Provided records: Begin
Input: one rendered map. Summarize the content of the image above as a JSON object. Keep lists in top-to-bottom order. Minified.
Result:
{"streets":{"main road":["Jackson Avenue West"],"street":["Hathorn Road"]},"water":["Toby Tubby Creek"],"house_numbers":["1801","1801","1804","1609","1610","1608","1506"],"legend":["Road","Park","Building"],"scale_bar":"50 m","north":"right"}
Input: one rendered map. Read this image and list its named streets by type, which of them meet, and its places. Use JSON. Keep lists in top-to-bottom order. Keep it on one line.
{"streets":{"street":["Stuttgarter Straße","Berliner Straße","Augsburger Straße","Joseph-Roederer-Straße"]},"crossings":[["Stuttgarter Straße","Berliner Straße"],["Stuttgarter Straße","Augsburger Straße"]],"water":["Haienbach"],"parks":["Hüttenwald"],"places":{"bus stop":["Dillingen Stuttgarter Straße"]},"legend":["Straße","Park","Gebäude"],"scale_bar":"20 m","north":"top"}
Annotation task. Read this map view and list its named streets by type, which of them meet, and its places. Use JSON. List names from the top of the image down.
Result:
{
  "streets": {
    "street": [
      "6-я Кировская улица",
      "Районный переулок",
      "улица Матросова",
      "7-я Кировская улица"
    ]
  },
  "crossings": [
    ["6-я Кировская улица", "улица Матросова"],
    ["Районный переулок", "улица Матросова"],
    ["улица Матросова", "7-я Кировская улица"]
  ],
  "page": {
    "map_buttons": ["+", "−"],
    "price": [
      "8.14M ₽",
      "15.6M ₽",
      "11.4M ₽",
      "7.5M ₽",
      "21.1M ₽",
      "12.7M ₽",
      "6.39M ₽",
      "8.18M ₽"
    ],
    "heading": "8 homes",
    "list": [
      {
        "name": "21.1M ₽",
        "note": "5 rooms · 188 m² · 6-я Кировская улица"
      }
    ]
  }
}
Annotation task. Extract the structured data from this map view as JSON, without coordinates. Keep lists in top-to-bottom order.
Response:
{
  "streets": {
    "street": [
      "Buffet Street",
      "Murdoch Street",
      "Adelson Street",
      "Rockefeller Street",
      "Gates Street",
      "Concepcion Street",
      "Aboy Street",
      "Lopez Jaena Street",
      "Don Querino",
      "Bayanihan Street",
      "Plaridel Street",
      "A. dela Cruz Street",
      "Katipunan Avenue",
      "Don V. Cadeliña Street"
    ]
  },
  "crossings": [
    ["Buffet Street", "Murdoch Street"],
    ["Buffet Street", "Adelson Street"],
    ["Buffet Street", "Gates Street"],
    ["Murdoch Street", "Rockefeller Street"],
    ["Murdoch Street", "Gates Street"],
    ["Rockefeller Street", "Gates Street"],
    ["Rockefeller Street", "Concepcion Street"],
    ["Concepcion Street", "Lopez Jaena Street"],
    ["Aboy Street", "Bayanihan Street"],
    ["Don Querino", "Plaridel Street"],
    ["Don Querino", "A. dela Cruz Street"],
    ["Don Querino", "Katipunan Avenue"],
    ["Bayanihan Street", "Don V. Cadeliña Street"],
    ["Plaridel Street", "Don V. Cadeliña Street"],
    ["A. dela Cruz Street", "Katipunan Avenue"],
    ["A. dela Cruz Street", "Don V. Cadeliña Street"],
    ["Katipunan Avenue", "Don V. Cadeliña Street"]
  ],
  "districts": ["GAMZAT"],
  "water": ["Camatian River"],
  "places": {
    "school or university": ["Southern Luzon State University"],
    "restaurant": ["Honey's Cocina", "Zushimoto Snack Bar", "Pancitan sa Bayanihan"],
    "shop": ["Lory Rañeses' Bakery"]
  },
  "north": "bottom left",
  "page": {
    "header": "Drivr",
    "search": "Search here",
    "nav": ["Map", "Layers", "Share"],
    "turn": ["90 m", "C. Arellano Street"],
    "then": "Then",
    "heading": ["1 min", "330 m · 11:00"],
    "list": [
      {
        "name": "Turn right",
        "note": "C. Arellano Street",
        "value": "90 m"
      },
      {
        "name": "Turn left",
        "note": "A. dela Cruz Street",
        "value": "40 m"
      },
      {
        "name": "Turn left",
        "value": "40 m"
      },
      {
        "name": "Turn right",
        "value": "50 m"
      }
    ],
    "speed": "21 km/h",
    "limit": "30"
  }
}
Provided records: End
The lines to show are those in the data above that include "task".

Annotation task. Read this map view and list its named streets by type, which of them meet, and its places. Use JSON. List names from the top of the image down.
Annotation task. Extract the structured data from this map view as JSON, without coordinates. Keep lists in top-to-bottom order.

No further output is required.